ビジュアルデザインの代名詞は、3本のアーム付きの回転サテライトを使用して時間を表示することで、スケールに沿った非伝統的なレトログラードの分表示と組み合わせています。革新的な時計技術をさまざまな時計に応用しており、ブラックPVDコーティングされたプラチナ、ガンメタル調のチタン、そしてスターウォーズにインスピレーションを得たゴールドのUR-100 “C-3PO”エディションなど、多様な素材やデザインで表現されています。

設立:1997年

本社:カルージュ(スイス)

代表モデル: UR-101、UR-102、UR-103

メモ:ブランド名の由来は、時間の単位が最初に計測された古代メソポタミアの都市「ウル」と、時計のムーブメントを表すドイツ語の「ヴェルク」から派生しているようです。

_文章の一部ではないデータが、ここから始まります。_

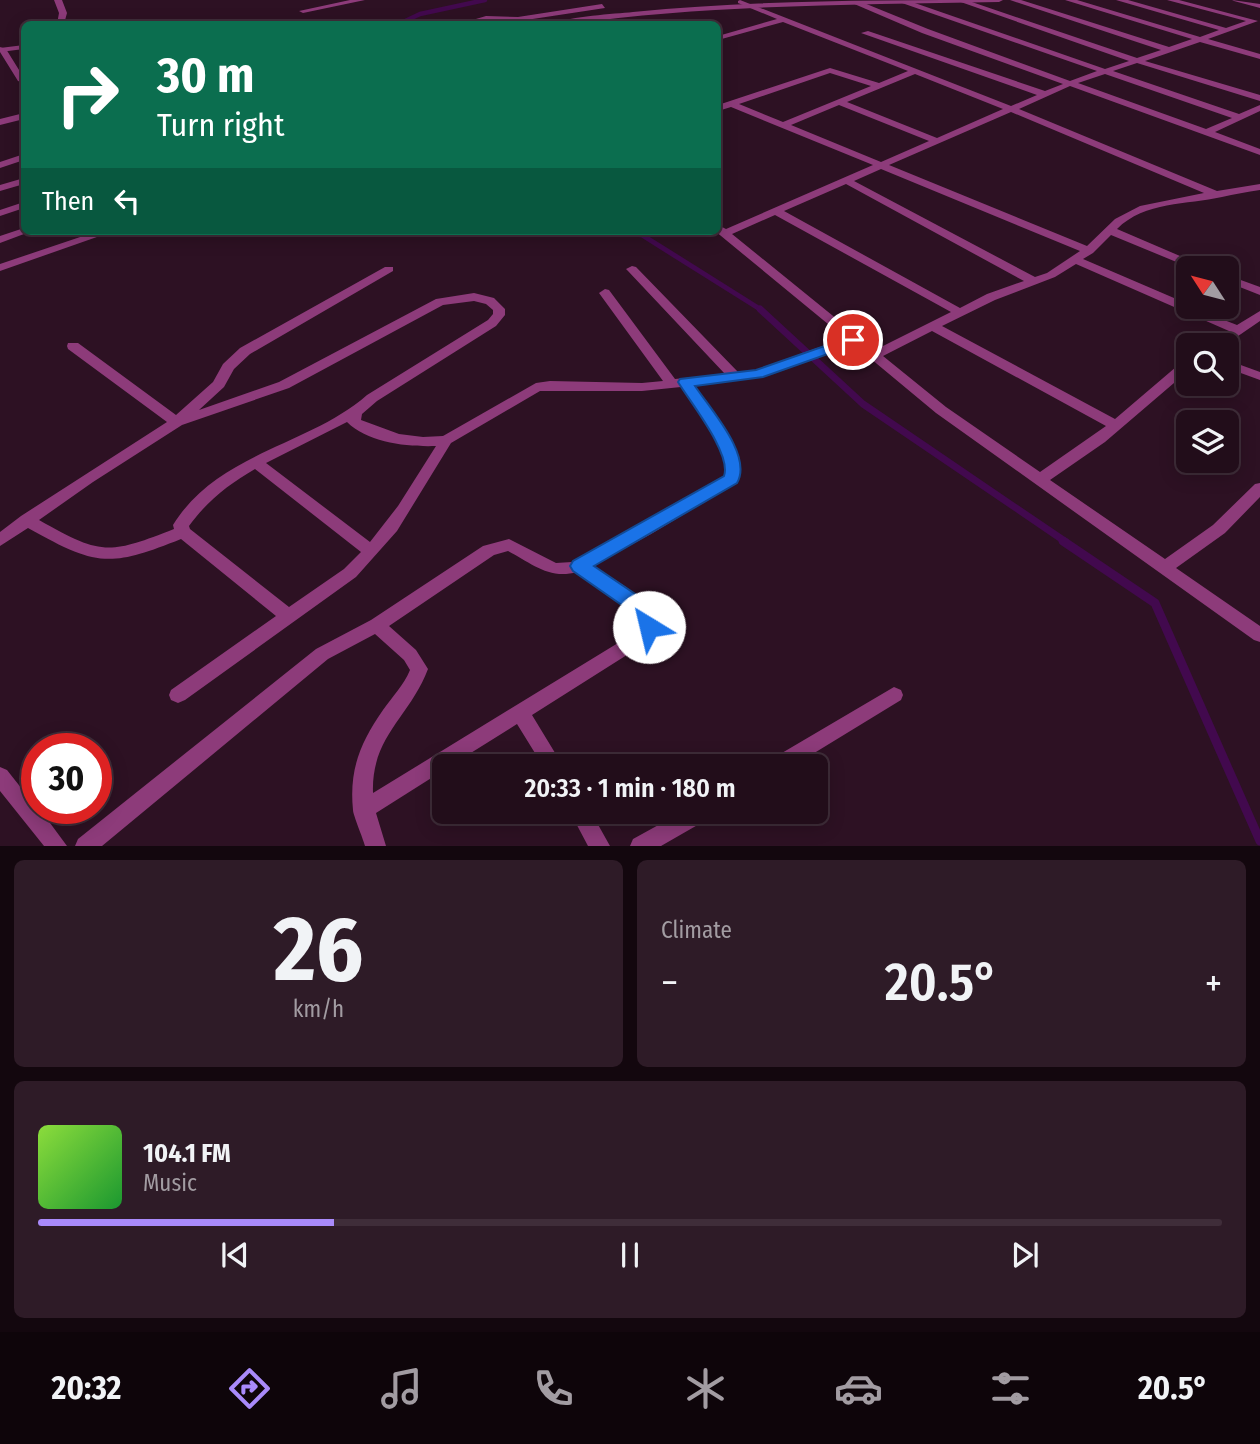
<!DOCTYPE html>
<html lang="en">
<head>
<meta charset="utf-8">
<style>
  :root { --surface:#220d1a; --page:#2e1b27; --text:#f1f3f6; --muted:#a29ca2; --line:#3f2d39; --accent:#a98afa }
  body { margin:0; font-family:"Fira Sans Condensed",sans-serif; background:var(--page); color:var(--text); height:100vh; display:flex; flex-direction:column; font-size:26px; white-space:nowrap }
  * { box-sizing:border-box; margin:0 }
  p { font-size:23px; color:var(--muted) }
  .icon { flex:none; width:38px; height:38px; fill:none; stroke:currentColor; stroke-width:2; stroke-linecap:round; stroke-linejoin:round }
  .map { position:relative; height:846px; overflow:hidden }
  .sheet { display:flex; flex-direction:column; gap:14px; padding:14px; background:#13070e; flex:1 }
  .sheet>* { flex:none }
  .guide { position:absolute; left:21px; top:21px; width:700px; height:214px; border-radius:10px; box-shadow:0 4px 18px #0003,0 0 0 2px var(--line); background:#0b6e4f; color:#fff; overflow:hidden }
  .needle { width:46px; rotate:306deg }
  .fabs { position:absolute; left:1176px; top:256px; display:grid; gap:14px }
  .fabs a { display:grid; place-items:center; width:63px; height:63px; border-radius:10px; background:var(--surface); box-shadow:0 4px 18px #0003,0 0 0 2px var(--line); font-size:35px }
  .speed { position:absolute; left:21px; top:733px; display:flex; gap:14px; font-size:35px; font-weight:700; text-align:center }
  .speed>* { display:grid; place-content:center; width:91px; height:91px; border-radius:50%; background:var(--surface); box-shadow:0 4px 18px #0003,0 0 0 2px var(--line); line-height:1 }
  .speed .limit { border:10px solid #d22; background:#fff; color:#111 }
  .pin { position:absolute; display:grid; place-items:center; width:60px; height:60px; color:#fff; margin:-30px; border:4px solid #fff; border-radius:50%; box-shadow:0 2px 7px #0007 }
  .me { position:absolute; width:77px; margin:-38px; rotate:324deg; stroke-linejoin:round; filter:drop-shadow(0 0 5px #0008) }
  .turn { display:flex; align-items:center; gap:24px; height:147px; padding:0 21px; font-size:32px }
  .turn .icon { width:91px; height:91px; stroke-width:2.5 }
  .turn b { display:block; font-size:49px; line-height:60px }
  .then { display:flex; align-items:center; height:66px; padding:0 21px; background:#0003; gap:14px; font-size:26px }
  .big { font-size:52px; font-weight:600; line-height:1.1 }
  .sheet .tile { flex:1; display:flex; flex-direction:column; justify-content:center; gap:10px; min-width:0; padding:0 24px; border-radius:10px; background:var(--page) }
  .sheet .dial { align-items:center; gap:0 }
  .dial b { font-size:91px; line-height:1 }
  .song { display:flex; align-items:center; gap:21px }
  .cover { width:84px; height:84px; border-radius:10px; background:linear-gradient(135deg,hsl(90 70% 55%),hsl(130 70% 35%)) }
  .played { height:7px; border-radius:4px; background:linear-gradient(90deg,var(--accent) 25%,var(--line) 25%) }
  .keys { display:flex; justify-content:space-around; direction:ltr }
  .heat { display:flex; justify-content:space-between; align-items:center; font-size:38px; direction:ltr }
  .sheet .tiles { flex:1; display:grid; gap:14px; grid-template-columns:1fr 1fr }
  .tile:last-child { grid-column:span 2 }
  .trip { position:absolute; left:432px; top:754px; width:396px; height:70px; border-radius:10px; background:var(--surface); box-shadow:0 4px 18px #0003,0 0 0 2px var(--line); font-weight:600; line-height:70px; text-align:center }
  .tab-bar { display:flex; height:112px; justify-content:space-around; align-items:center; background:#0e050a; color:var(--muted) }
  .tab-bar .icon { width:49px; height:49px }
  .tab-bar .on { color:var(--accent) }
  .tab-bar b { font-size:32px; color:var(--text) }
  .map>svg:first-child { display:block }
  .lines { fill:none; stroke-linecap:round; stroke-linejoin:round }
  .stream-far3 { stroke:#42094e; stroke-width:4.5 }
  .stream-far2 { stroke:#42094e; stroke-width:5 }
  .stream-far1 { stroke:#42094e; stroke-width:7 }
  .stream { stroke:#42094e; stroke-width:9 }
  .minor { fill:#8d3b7a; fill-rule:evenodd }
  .tertiary { fill:#8d3b7a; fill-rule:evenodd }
  .route { fill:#1a73e8; stroke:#114b97; stroke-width:2 }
</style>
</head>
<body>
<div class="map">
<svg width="1260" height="846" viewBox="0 0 1260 846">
  <rect width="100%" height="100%" fill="#2d1123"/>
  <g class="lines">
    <path class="stream-far3" d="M399 24 420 14 485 0"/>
    <path class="stream-far2" d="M617 231 642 235 763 311"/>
    <path class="stream-far1" d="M760 309 863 404 1066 542"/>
    <path class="stream" d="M1063 541 1155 603 1260 841"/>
    <path class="minor" d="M54 0H62L67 13 64 24H57L59 13Z
      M350 0H365L303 13 299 11Z
      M955 0H966L1137 58 1161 50 1010 0H1021L1169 47 1192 39 1065 0H1077L1200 37 1219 30 1116 0H1128L1226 28 1246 21 1167 0H1179L1258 21 1208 39 1260 54V59L1200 42 1145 61 1260 95V101L1137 63 1113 71 1239 114 1260 105V111L1215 132 1260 149V155L1070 86 1019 109 1217 191 1260 184V190C1247 192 1234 194 1222 197 1187 205 1145 201 1117 229L1208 268H1191L1111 235 1093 253 1083 259 1188 304V306L1237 325 1260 311V321L1225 345H1210L1229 331 1076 264 1055 277 995 300 942 326 1115 419 1183 361 1188 360V371L1105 442 1050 480 1165 559 1213 525 1255 484 1260 483V497L1225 533 1176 568 1260 626V642L1254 640 936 413 853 344 763 377 694 385C710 408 751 453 736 483L651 534 592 566C617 581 649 597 658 627L630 653 532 715 563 766H543L517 724 450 766H444V770L376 813 386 846H365C363 838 353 815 353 810 349 770 360 743 383 710 392 697 404 685 410 670L404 660 375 634 328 659 102 846H75L78 839 316 649 371 620 483 546 509 539 556 563 572 562 613 541 724 476C731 445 698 411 681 387L642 391H540L451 443 397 531 356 577 185 700 178 703 171 700 169 695 171 690 276 616 181 539C109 568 96 566 28 528L0 546V532L21 516 167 422 68 349 67 346 68 343H78L176 415 213 382 223 364 240 348 385 267H393V271L250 354 234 369 224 387 199 410 279 382 436 299 474 293 494 298 505 309V315L496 326 377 401 362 414 361 420 399 434 423 437 443 436 536 383 550 381 642 383 663 381 599 293 605 289 609 290 675 379 725 374 628 271 626 269 632 266 636 267 738 372 756 370 845 338 715 231H718V225L726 229 873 165 731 107 718 111V105L830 68 879 83 908 71 783 22 718 40V36L777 19 738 3V1L740 0 1011 106 1037 95 861 33 868 31 1045 91 1063 84 922 33 852 3 859 1 928 29 1070 81 1097 71 902 3 909 1 1105 69 1129 61ZM830 73 871 86 783 122 739 104ZM915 74 1003 109 937 138 847 102ZM1105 74 1232 118 1206 129 1078 83ZM839 105 929 141 881 162 791 125ZM1011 112 1204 193 1140 206 1115 219 1087 246 889 165ZM881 169 1080 251 1047 273 1035 277 854 181ZM846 184 1024 281 987 294 960 308 784 211ZM775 215 951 312 875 350 732 234ZM474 301 486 304 493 310V314L488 320 367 395C309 446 218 452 173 525L174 529C108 555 101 555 39 520L93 482 182 425 289 388 443 305ZM932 331 1106 426 1040 472 946 407 883 356ZM347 422C368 443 408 447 436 446L398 506 370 542 266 463ZM255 469 361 552 344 569 289 607 190 529 189 526C207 501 229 484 255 469ZM508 551C531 563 549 580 577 572 597 586 631 600 640 625L618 643 373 793C371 736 410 717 428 669L416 650 389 626 494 555Z
      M1232 0 1260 4V8L1234 1Z
      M473 19 477 21 476 23H301L305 21Z
      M0 47 6 49 24 78V83L18 81 0 52Z
      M24 113V119L0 125V119Z
      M24 154V160L0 168V162Z
      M24 178V184L0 191V185Z
      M24 202V208L0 216V210Z
      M24 228V231H32L0 243V236Z
      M98 231H114L0 271V264Z
      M1227 275 1260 287V295L1227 282Z
      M1227 360 1260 372V380L1227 368Z
      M894 687 901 690 903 695 901 700 793 766H767L770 760Z
      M0 767 7 770 37 808H39L67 846H44L0 791Z
      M570 812H591L610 846H588Z
      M682 812H711L708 819 661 846H630L633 839Z"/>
    <path class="tertiary" d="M1003 0 999 2C856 5 712 4 570 24H554C570 16 614 14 633 12 756 0 879 0 1003 0Z
      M602 4 605 8 526 20 529 24 504 20 459 24 486 16 518 17Z
      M24 45V49L0 52V48Z"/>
  </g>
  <path class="route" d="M853 336 861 340 859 343 763 377 695 386C711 410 753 456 737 483L594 566 647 602 659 619 656 632 649 635 642 632 639 620 633 613 573 571 570 566 573 561 724 476C732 454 690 402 678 382L680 379 756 370Z"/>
</svg>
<div class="fabs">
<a><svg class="needle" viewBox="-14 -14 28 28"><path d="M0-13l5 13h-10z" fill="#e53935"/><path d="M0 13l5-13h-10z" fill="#a29ca2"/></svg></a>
<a><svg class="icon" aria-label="search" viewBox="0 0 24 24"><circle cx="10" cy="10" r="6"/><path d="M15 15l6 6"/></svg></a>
<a><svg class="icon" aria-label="layers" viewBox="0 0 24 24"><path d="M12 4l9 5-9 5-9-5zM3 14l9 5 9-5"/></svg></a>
</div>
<div class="speed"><div class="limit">30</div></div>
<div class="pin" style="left:853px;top:340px;background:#d93025"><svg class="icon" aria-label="arrive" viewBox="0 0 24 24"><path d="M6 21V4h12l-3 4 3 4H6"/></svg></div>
<svg class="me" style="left:649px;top:627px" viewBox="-20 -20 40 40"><circle r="19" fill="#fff"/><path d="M0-13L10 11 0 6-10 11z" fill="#1a73e8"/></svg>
<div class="trip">20:33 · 1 min · 180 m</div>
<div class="guide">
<div class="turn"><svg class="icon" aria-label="right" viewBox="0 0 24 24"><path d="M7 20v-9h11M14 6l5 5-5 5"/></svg><div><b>30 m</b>Turn right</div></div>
<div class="then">Then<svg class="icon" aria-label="left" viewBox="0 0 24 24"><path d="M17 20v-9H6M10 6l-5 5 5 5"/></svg></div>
</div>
</div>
<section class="sheet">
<div class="tiles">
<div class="tile dial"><b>26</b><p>km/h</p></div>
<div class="tile"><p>Climate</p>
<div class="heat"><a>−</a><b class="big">20.5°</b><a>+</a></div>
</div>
<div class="tile">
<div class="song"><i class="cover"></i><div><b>104.1 FM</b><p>Music</p></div></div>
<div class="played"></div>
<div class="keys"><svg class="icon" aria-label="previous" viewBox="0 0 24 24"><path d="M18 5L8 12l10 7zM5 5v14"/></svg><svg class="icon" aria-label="pause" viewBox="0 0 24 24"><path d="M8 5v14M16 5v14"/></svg><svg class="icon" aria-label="next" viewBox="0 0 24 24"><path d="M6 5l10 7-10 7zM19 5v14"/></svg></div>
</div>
</div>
</section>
<nav class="tab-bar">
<b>20:32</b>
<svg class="icon on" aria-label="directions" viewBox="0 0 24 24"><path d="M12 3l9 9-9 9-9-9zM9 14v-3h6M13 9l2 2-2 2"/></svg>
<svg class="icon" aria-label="music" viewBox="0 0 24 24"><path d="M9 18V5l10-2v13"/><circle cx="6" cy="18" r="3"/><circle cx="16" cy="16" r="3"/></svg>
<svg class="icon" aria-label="phone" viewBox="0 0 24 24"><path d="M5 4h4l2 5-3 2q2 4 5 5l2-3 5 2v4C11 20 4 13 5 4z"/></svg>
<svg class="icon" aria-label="climate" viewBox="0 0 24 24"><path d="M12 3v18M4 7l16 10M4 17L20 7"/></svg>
<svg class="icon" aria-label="car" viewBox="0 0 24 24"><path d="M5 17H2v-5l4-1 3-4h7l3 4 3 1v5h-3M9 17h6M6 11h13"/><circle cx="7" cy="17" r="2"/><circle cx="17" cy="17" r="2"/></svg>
<svg class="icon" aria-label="filters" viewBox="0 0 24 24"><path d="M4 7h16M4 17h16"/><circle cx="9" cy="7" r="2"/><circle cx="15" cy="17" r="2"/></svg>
<b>20.5°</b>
</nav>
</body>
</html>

多くの雲上クラスブランドが今回も多く登場しました。あまり馴染みのないブランドが多いかもしれませんが、ここに出ているブランドはやはり高い技術力とポリシーをもっています。腕時計というモノだけではなく、美術・工芸品としての価値もあり、本物を見たときには心を奪われる時があります。それが時計の良さでもあるかと思います。